Exercise —
Filter the records below, keeping only lines with the string "from".

Data for the task —
-- Opening Marker --

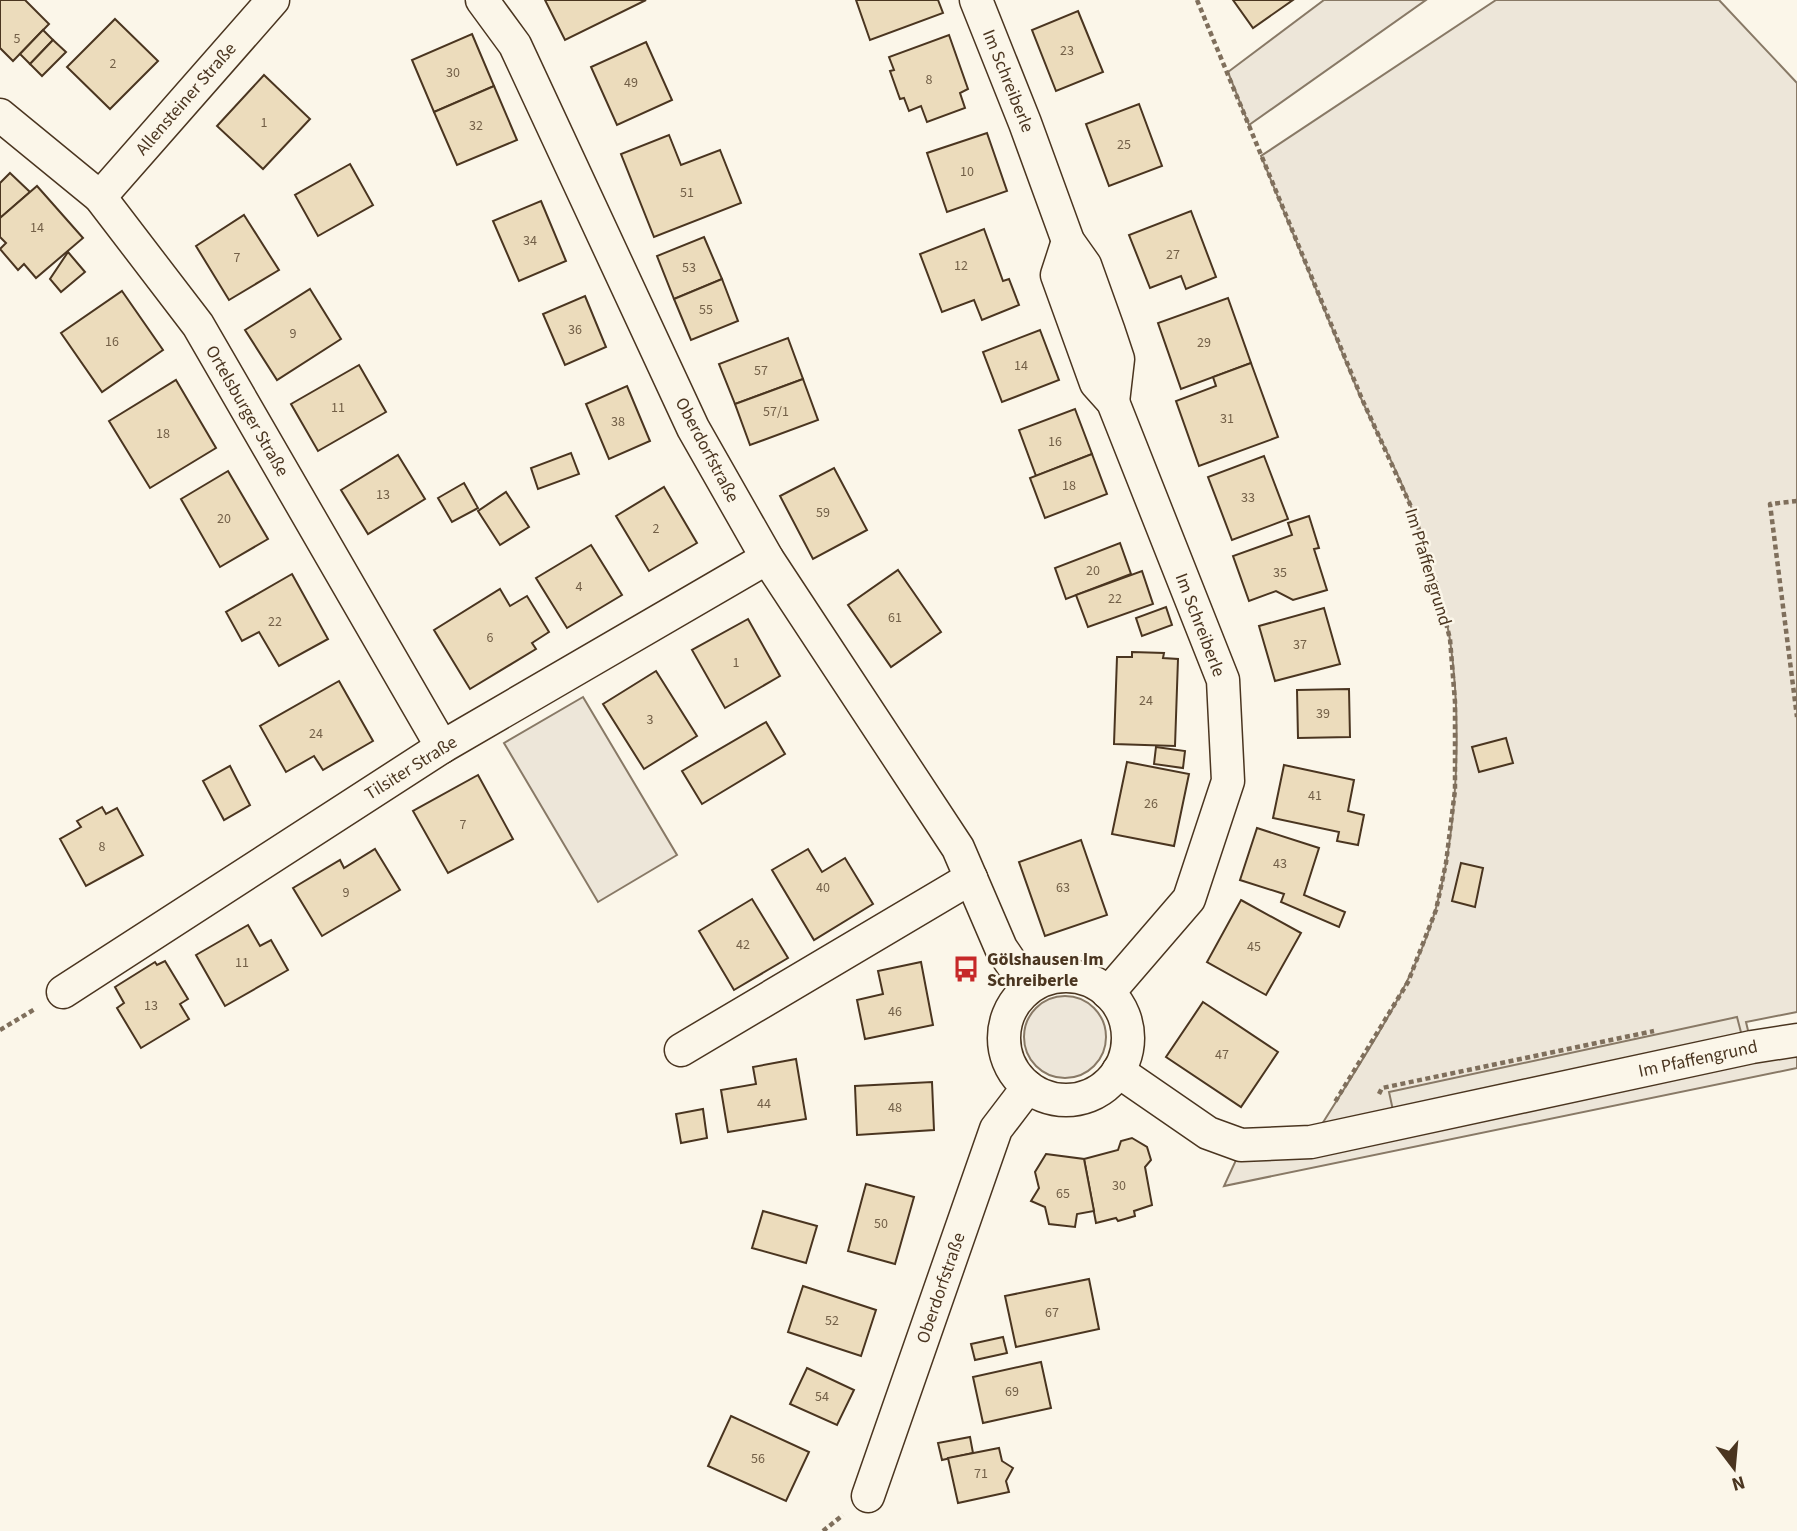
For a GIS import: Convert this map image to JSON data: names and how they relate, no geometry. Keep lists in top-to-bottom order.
{
  "streets": {
    "street": [
      "Im Schreiberle",
      "Allensteiner Straße",
      "Ortelsburger Straße",
      "Oberdorfstraße",
      "Im Pfaffengrund",
      "Tilsiter Straße"
    ]
  },
  "crossings": [
    ["Im Schreiberle", "Oberdorfstraße"],
    ["Im Schreiberle", "Im Pfaffengrund"],
    ["Allensteiner Straße", "Ortelsburger Straße"],
    ["Ortelsburger Straße", "Tilsiter Straße"],
    ["Oberdorfstraße", "Im Pfaffengrund"],
    ["Oberdorfstraße", "Tilsiter Straße"]
  ],
  "places": {
    "bus stop": ["Gölshausen Im Schreiberle"]
  },
  "house_numbers": [
    "5",
    "23",
    "2",
    "30",
    "8",
    "49",
    "1",
    "32",
    "25",
    "10",
    "51",
    "14",
    "34",
    "27",
    "7",
    "12",
    "53",
    "55",
    "36",
    "9",
    "16",
    "29",
    "14",
    "57",
    "11",
    "57/1",
    "31",
    "38",
    "18",
    "16",
    "18",
    "13",
    "33",
    "59",
    "20",
    "2",
    "20",
    "35",
    "4",
    "22",
    "61",
    "22",
    "6",
    "37",
    "1",
    "24",
    "39",
    "3",
    "24",
    "41",
    "26",
    "7",
    "8",
    "43",
    "40",
    "63",
    "9",
    "42",
    "45",
    "11",
    "13",
    "46",
    "47",
    "44",
    "48",
    "30",
    "65",
    "50",
    "67",
    "52",
    "69",
    "54",
    "56",
    "71"
  ],
  "north": "bottom"
}
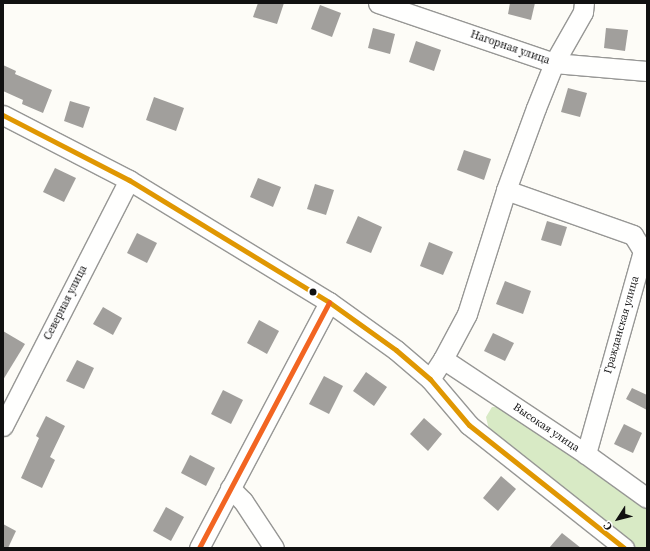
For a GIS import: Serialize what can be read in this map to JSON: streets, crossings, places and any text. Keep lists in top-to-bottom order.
{
  "streets": {
    "street": [
      "Нагорная улица",
      "Северная улица",
      "Гражданская улица",
      "Высокая улица"
    ]
  },
  "crossings": [
    ["Гражданская улица", "Высокая улица"]
  ],
  "north": "bottom left"
}
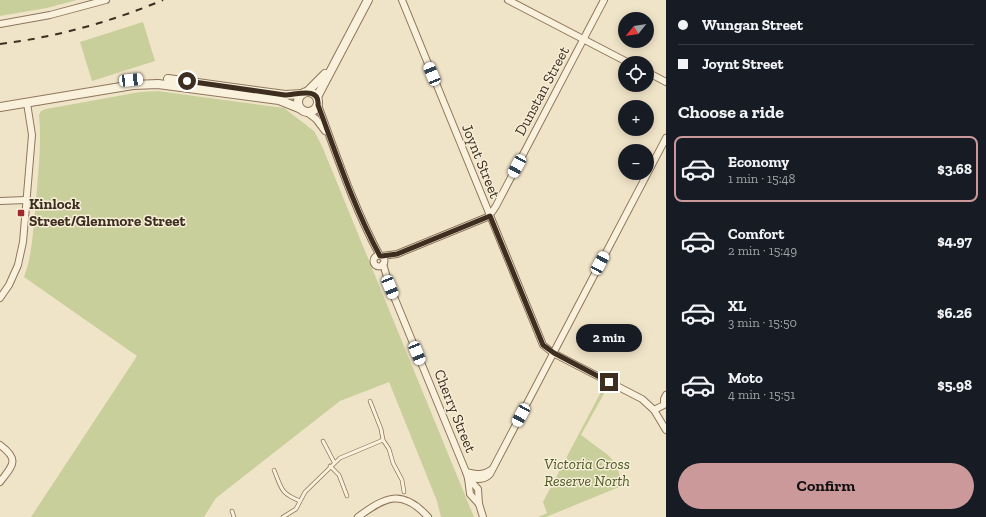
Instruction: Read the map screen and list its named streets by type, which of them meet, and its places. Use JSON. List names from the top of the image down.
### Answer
{
  "streets": {
    "street": ["Dunstan Street", "Joynt Street", "Cherry Street"]
  },
  "crossings": [
    ["Dunstan Street", "Joynt Street"]
  ],
  "parks": ["Victoria Cross Reserve North"],
  "places": {
    "transit": ["Kinlock Street/Glenmore Street"]
  },
  "north": "bottom left",
  "page": {
    "banner": ["Wungan Street", "Joynt Street"],
    "map_buttons": ["+", "−"],
    "heading": "Choose a ride",
    "list": [
      {
        "name": "Economy",
        "note": "1 min · 15:48",
        "value": "$3.68"
      },
      {
        "name": "Comfort",
        "note": "2 min · 15:49",
        "value": "$4.97"
      },
      {
        "name": "XL",
        "note": "3 min · 15:50",
        "value": "$6.26"
      },
      {
        "name": "Moto",
        "note": "4 min · 15:51",
        "value": "$5.98"
      }
    ],
    "bubble": "2 min",
    "buttons": "Confirm"
  }
}
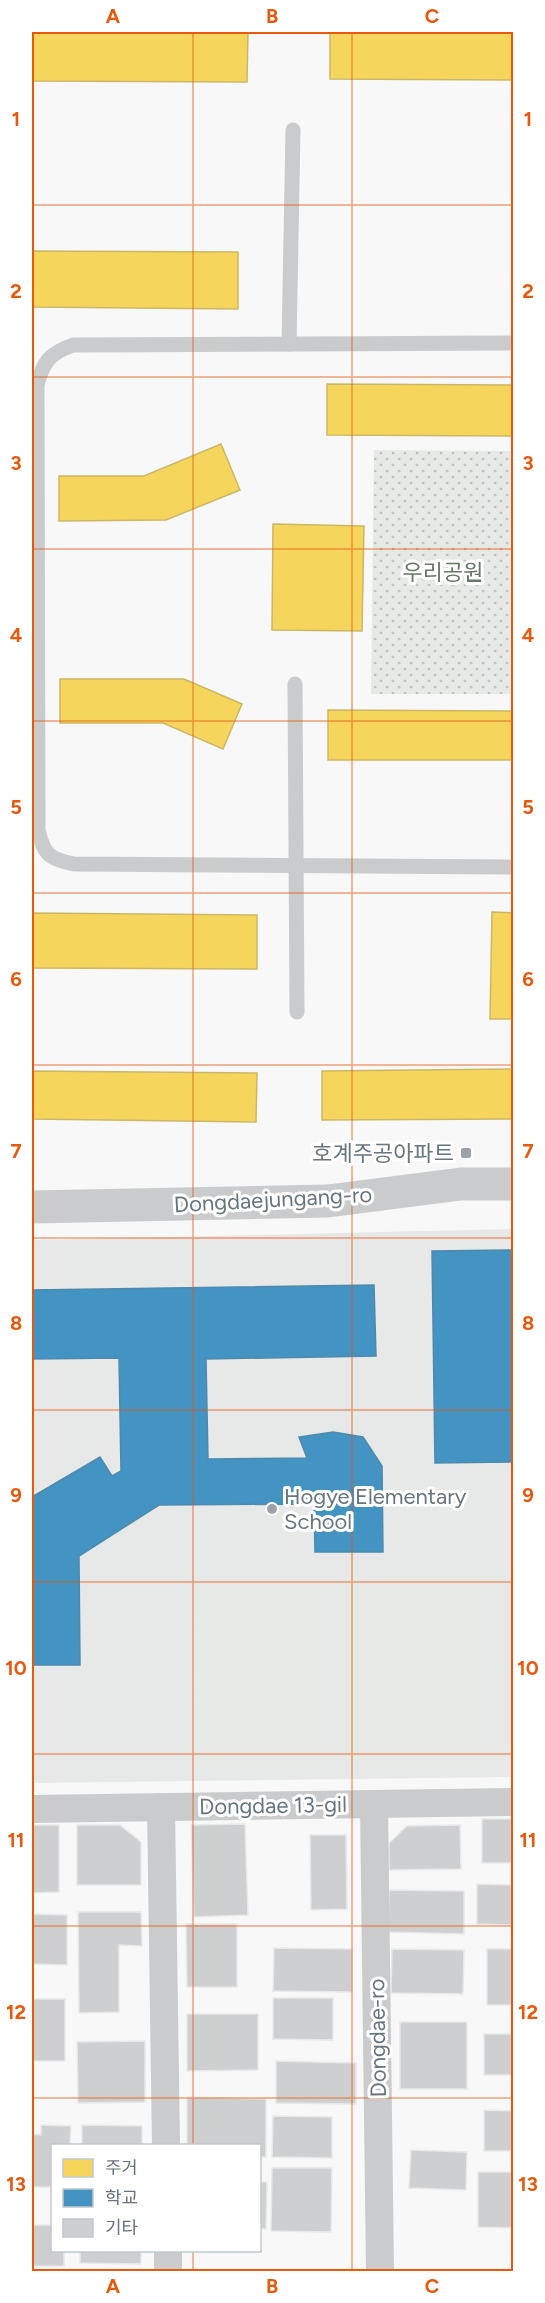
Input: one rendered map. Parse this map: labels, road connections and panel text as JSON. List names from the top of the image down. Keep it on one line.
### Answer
{"streets":{"street":["Dongdaejungang-ro","Dongdae 13-gil","Dongdae-ro"]},"crossings":[["Dongdae 13-gil","Dongdae-ro"]],"parks":["우리공원"],"places":{"transit":["호계주공아파트"],"other":["Hogye Elementary School"]},"legend":["주거","학교","기타"],"grid":{"columns":["A","B","C"],"rows":["1","2","3","4","5","6","7","8","9","10","11","12","13"]}}
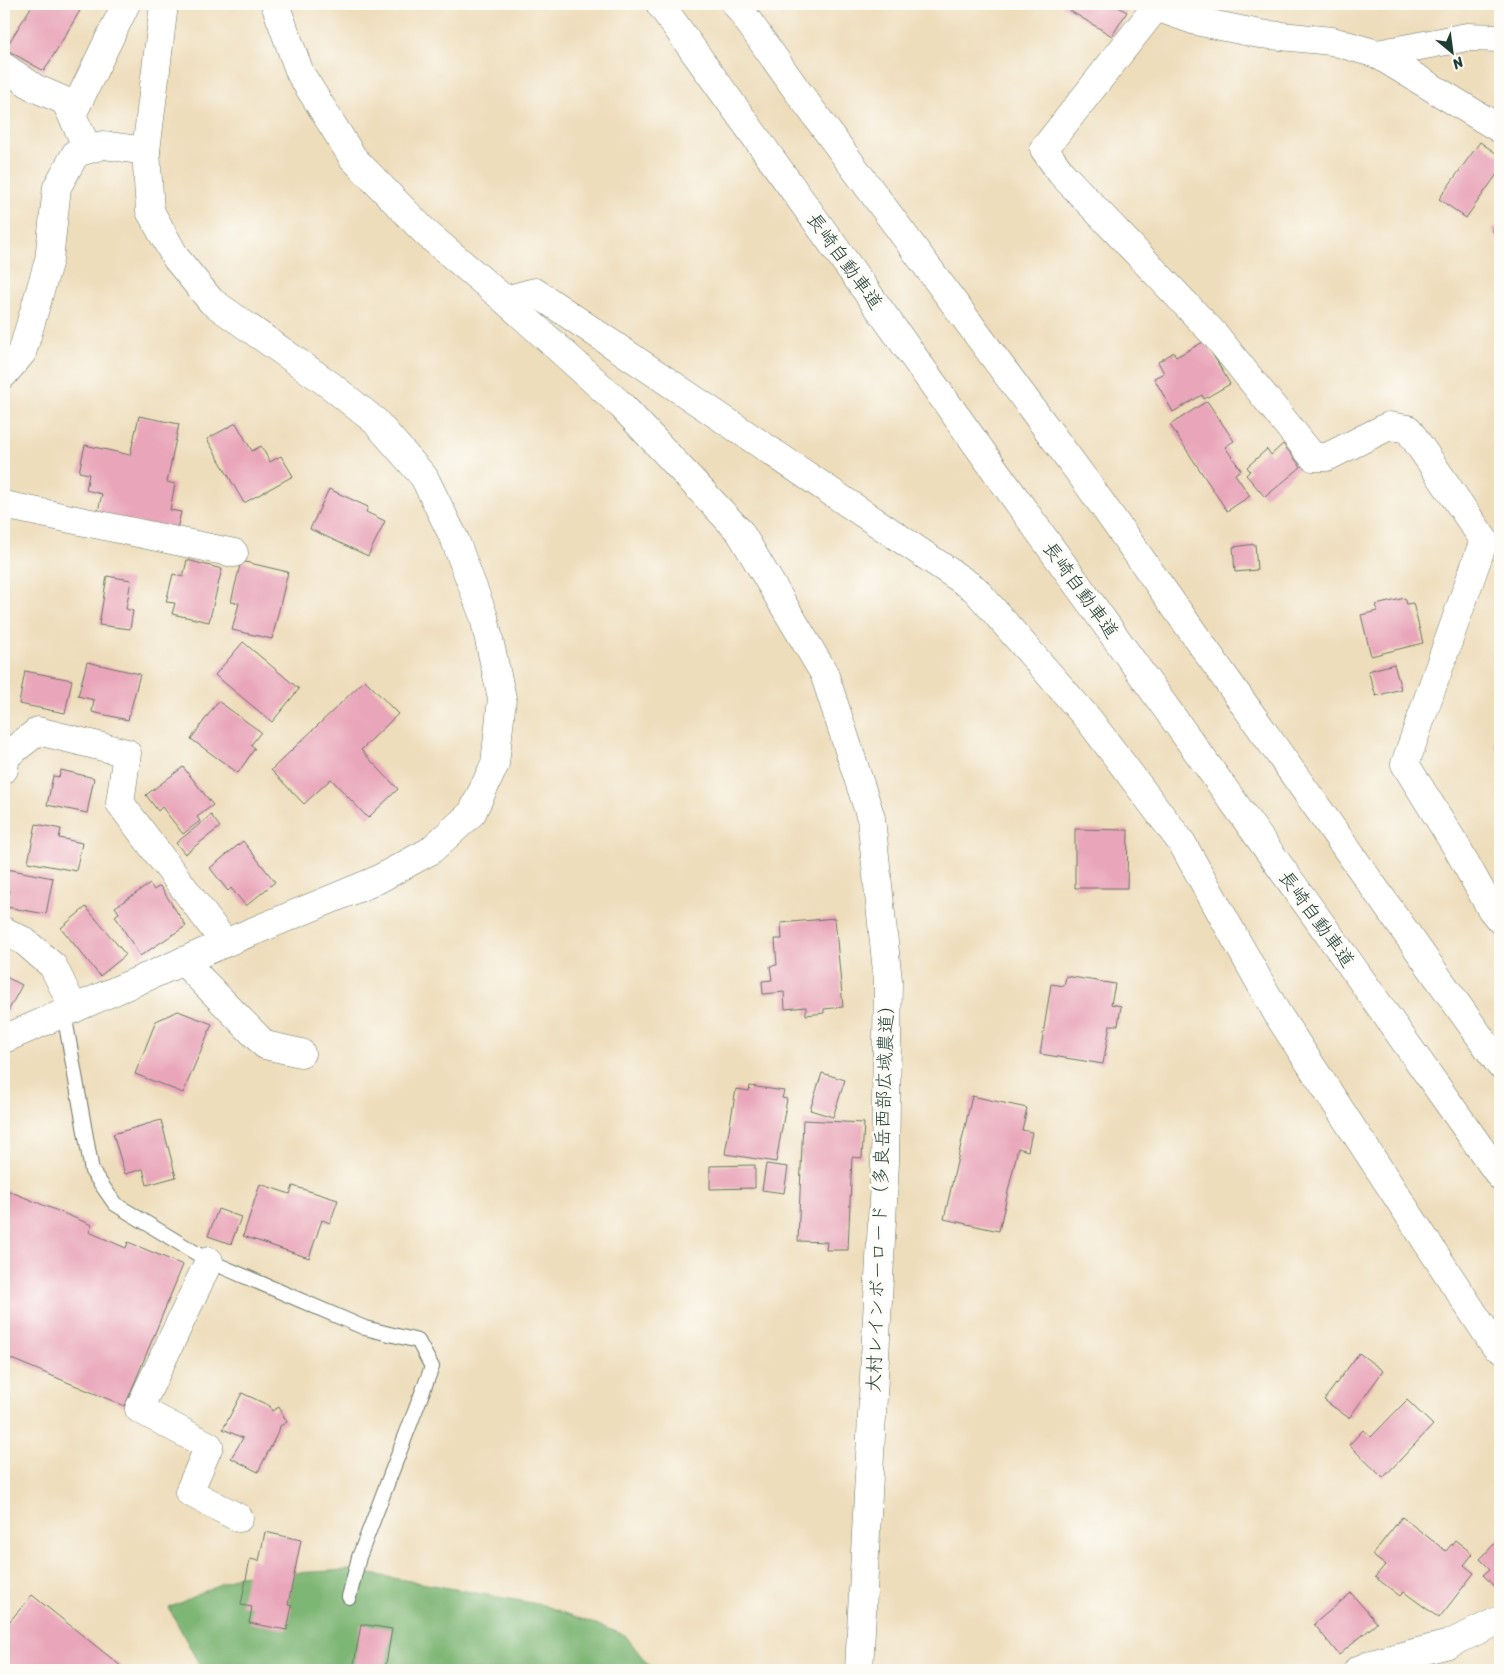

-- Closing Marker --

Task result —
Instruction: Read the map screen and list its named streets by type, which of them meet, and its places. Use JSON. List names from the top of the image down.
Input: one rendered map. Parse this map: labels, road connections and panel text as JSON. List names from the top of the image down. Keep it on one line.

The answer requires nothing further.